Più recentemente (2003), lo scrittore Patrick Symmes nota alcune situazioni irrealistiche:
Contattati da Patrick Symmes, gli editori, inglesi e americani, di Rawicz gli dissero di non credere che ogni pagina meritasse il qualificatore di "storia vera" riportato sulla copertina del libro. Il fatto è che Rawicz si è sempre rifiutato non solo di dare le coordinate degli altri sopravvissuti alla spedizione ma anche di consegnare documenti, fotografie, nomi di testimoni.
I giornalisti della BBC hanno stabilito nel 2006 che Rawicz non era stato in grado di completare la spedizione perché aveva lasciato il gulag nel 1942 (un resoconto di Rawicz che descrive il suo rilascio dal gulag nel 1942 come parte di un'amnistia generale per i soldati polacchi, corroborato da una lettera di amnistia e permesso di arruolarsi nell'esercito polacco in Russia). Il curriculum militare di Rawicz indica che in seguito si arruolò nell'esercito polacco nella Russia del generale Anders . Alla luce di questi documenti, è quasi impossibile credere che Rawicz sia fuggito, a meno che non ci sia un errore di identità ma il nome, il luogo e la data coincidano. Sembra anche che Rawicz sia stato mandato al gulag per aver ucciso un ufficiale dell'NKVD, la polizia segreta sovietica.
Rawicz si sarebbe ispirato infatti al racconto di un connazionale di nome Witold Gliński , che avrebbe trovato durante la guerra nei documenti dell'ambasciata polacca a Londra. Pur consapevole del fatto che la sua storia gli era stata rubata, Glinski non avrebbe mai protestato perché voleva dimenticare la guerra e iniziare una nuova vita. È stato nel 2009 che è apparso Witold Glinski.
La veridicità del racconto di Glinski, tuttavia, è stata messa in dubbio da un altro britannico di origine polacca, Leszek Glinieci. Da ragazzo durante la seconda guerra mondiale, Glinieci era stato esiliato nella provincia di Arkhangelsk nel nord della Russia, dove aveva frequentato una scuola speciale con Glinsky, fino a quandosettembre 1941, cioè sette mesi dopo la presunta fuga dal Gulag. Glinieci ha individuato altre incongruenze presenti nel racconto di Glinski. Da parte sua, il giornalista di Radio BBC, Hugh Levinson, che ha esaminato The Long Walk da tutti i punti di vista, avrebbe dichiarato nel 2010: "Può essere che Glinski sia il vero eroe della storia e che Rawicz lo abbia punto?" la sua storia ? È possibile, ma non abbiamo trovato nulla che confermi la colorata storia della fuga e della spedizione di Glinski. " .
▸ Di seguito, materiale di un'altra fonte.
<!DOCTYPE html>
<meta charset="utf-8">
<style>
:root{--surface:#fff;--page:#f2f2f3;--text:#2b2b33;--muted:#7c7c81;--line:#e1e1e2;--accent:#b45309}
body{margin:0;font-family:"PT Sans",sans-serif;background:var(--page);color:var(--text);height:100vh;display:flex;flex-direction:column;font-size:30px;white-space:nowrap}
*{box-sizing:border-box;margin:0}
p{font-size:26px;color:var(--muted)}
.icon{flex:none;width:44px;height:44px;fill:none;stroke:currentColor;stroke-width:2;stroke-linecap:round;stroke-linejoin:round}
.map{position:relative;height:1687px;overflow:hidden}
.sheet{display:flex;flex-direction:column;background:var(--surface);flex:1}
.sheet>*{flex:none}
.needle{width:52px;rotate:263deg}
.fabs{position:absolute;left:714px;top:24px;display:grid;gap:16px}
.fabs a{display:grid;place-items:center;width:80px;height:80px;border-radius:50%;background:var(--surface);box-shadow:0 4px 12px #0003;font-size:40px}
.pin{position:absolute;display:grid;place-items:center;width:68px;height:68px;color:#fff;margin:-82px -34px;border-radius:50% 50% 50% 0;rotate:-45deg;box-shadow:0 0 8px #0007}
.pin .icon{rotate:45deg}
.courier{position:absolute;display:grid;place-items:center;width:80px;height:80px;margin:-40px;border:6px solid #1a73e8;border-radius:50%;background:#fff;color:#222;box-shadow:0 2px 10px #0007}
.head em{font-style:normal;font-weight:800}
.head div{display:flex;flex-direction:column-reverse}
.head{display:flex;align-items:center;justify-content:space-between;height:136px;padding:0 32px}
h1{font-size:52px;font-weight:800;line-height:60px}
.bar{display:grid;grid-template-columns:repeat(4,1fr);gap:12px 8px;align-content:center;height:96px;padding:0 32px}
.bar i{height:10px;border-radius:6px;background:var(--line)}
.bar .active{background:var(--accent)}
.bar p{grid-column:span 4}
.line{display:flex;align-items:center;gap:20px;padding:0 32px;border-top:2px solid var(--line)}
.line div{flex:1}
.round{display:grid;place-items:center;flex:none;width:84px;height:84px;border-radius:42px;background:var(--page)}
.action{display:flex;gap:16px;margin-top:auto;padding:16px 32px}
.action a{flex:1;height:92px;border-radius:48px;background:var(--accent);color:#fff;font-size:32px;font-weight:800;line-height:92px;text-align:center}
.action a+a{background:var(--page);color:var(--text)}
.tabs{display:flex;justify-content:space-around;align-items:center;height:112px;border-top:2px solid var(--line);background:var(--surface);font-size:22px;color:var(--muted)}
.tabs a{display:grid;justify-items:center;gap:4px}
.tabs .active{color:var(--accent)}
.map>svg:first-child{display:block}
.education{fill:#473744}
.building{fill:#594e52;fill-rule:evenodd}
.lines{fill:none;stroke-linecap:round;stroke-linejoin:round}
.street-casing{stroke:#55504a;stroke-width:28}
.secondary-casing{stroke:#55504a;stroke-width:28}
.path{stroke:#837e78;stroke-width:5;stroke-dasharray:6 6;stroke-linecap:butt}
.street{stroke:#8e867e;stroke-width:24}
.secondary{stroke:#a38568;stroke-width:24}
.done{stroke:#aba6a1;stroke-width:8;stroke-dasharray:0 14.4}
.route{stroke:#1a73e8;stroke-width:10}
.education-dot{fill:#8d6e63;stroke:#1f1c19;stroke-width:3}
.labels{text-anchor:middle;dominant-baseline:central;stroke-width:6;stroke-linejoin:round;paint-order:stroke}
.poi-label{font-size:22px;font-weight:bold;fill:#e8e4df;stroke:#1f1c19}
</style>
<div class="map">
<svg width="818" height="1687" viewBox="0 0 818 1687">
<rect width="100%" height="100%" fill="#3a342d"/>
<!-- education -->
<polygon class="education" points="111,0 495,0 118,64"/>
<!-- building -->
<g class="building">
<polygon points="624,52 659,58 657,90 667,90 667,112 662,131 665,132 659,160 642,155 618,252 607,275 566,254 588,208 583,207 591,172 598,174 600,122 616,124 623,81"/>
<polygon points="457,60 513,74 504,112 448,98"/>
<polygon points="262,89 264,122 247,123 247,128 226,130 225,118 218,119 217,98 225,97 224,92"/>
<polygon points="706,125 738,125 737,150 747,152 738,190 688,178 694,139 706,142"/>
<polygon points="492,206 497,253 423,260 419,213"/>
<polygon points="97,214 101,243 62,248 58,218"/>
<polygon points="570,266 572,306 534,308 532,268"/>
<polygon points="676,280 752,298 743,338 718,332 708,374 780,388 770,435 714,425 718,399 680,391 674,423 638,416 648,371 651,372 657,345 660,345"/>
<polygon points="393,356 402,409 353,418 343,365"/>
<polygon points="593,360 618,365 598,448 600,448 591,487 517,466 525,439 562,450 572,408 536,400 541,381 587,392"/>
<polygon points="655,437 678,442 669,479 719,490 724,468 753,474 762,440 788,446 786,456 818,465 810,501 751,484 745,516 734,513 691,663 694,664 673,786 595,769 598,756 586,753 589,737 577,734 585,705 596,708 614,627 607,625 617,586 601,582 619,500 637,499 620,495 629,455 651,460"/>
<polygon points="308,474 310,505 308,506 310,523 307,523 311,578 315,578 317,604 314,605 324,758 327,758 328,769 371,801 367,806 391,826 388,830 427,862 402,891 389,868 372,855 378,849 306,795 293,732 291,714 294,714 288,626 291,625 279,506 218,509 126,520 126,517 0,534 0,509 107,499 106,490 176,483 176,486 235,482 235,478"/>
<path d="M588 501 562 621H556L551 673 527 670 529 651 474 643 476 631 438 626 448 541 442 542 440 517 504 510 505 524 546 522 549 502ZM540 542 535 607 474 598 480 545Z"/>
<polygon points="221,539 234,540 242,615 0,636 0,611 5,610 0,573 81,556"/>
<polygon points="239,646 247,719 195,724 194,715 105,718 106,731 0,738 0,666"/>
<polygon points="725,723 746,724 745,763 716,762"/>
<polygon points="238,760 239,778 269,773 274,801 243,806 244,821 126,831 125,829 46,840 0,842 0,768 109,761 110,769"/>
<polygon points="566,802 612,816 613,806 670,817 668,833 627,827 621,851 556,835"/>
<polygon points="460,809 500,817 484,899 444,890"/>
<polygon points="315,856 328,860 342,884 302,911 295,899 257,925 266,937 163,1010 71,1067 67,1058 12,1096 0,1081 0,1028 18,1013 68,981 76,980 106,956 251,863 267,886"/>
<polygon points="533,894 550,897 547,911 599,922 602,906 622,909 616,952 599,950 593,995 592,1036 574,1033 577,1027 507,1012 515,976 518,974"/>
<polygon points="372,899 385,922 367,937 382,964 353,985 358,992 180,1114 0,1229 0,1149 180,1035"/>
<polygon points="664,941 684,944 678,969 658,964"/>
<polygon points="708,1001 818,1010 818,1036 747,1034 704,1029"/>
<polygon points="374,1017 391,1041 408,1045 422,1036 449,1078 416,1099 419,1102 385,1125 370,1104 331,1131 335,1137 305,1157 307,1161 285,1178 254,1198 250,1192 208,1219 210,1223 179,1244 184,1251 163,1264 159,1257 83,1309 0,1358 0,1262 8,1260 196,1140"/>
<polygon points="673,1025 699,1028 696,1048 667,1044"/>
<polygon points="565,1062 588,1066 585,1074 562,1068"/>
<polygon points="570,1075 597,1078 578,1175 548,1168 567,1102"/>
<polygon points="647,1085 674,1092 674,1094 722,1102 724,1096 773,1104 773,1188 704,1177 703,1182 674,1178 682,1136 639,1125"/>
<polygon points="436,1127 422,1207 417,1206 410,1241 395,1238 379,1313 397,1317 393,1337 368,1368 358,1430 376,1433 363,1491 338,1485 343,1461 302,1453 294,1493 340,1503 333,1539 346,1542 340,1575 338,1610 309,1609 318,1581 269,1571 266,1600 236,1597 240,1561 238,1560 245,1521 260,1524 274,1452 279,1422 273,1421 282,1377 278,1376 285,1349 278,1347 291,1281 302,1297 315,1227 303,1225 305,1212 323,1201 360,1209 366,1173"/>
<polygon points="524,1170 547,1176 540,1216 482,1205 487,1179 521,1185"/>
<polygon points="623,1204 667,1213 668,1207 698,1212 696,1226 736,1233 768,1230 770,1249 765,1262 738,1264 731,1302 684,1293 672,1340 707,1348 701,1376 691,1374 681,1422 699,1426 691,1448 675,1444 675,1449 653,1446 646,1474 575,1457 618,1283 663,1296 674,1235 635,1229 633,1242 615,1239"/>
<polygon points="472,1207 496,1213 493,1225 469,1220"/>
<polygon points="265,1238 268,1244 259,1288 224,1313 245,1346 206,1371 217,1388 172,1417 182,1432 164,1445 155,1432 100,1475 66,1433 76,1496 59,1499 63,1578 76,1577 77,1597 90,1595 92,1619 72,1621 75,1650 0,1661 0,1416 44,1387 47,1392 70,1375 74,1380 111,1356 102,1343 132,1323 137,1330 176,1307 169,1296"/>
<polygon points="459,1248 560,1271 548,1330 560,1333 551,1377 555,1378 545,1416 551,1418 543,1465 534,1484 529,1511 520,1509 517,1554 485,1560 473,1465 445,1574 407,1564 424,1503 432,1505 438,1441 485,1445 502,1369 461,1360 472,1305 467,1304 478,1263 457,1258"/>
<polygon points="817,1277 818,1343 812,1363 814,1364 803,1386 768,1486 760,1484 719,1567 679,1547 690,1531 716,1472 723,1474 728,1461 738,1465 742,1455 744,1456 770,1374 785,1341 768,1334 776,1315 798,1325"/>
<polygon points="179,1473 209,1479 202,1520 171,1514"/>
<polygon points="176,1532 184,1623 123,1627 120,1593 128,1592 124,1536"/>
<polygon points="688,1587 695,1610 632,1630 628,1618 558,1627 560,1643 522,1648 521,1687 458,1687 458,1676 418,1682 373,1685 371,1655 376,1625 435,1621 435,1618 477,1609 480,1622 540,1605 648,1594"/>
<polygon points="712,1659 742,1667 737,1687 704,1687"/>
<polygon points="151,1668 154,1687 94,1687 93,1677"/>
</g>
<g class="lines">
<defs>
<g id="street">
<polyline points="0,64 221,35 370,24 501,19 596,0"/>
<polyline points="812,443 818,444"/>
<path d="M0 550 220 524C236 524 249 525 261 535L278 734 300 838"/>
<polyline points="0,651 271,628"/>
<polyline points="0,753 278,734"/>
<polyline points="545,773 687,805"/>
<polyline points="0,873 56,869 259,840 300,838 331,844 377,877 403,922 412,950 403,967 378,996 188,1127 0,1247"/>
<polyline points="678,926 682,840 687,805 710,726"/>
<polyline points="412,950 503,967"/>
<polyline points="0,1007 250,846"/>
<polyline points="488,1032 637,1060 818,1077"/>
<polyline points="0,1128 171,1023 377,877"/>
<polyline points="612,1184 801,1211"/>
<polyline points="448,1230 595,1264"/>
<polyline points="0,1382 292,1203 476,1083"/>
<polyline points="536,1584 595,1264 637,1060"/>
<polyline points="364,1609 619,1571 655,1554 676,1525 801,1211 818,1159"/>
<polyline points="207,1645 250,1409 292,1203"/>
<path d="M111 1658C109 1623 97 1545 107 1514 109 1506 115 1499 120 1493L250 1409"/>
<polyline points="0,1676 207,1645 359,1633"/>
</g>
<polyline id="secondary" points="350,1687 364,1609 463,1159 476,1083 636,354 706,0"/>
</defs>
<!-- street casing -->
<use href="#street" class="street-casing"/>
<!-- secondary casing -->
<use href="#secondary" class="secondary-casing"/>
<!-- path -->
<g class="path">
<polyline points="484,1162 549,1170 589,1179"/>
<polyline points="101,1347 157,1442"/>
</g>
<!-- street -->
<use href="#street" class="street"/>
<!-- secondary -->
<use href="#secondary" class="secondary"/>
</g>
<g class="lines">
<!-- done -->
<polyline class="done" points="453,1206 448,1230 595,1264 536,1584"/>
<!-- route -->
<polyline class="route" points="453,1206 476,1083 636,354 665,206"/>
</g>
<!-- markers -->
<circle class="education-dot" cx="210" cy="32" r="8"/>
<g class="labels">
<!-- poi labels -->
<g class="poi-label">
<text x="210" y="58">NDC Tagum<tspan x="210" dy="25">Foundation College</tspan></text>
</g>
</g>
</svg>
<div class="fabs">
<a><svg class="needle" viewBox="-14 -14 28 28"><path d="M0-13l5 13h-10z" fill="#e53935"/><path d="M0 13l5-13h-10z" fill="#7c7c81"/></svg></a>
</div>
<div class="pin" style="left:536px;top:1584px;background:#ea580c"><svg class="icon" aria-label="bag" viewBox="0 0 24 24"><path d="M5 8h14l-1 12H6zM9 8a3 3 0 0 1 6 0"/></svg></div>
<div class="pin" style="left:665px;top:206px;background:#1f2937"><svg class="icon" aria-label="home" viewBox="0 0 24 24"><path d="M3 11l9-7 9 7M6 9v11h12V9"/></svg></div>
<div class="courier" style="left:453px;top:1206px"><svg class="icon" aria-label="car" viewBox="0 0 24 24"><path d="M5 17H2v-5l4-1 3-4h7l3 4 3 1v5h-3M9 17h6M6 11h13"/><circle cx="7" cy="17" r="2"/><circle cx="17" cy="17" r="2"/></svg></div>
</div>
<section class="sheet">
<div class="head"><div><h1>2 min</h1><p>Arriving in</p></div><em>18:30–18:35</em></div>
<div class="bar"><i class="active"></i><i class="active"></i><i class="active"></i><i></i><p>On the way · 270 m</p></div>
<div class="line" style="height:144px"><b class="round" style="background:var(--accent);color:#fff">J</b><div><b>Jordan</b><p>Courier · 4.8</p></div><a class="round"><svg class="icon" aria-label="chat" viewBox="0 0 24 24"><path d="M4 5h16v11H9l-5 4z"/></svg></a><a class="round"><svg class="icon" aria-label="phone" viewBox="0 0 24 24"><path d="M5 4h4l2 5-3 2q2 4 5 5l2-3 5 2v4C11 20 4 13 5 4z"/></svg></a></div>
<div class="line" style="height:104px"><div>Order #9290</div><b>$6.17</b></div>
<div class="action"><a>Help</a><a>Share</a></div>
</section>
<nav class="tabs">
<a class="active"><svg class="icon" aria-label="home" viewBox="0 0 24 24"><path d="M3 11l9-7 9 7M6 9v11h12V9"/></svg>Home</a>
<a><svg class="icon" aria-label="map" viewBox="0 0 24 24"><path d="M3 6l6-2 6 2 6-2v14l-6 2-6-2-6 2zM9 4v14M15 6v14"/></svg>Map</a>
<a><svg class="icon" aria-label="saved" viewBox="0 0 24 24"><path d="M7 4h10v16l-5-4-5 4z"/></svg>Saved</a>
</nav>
Nel 2003 , l'avventuriero Sylvain Tesson ha riprodotto il presunto viaggio di Rawicz per il suo libro L'Axe du loup (Lafont, 2004).
Un altro avventuriero, Cyril Delafosse-Guiramand , ha rifatto l'itinerario, utilizzando due racconti: quello di Rawicz e quello di Joseph Martin Bauer , Fin dove mi portano i miei passi . Lasciato Magadan in Russia nel 2006, è arrivato a Vientiane in Laos nel 2007. Le parole di Rawicz, secondo lui, cristallizzano l'importanza del tema e la mancanza di comunicazione sul tema dei gulag.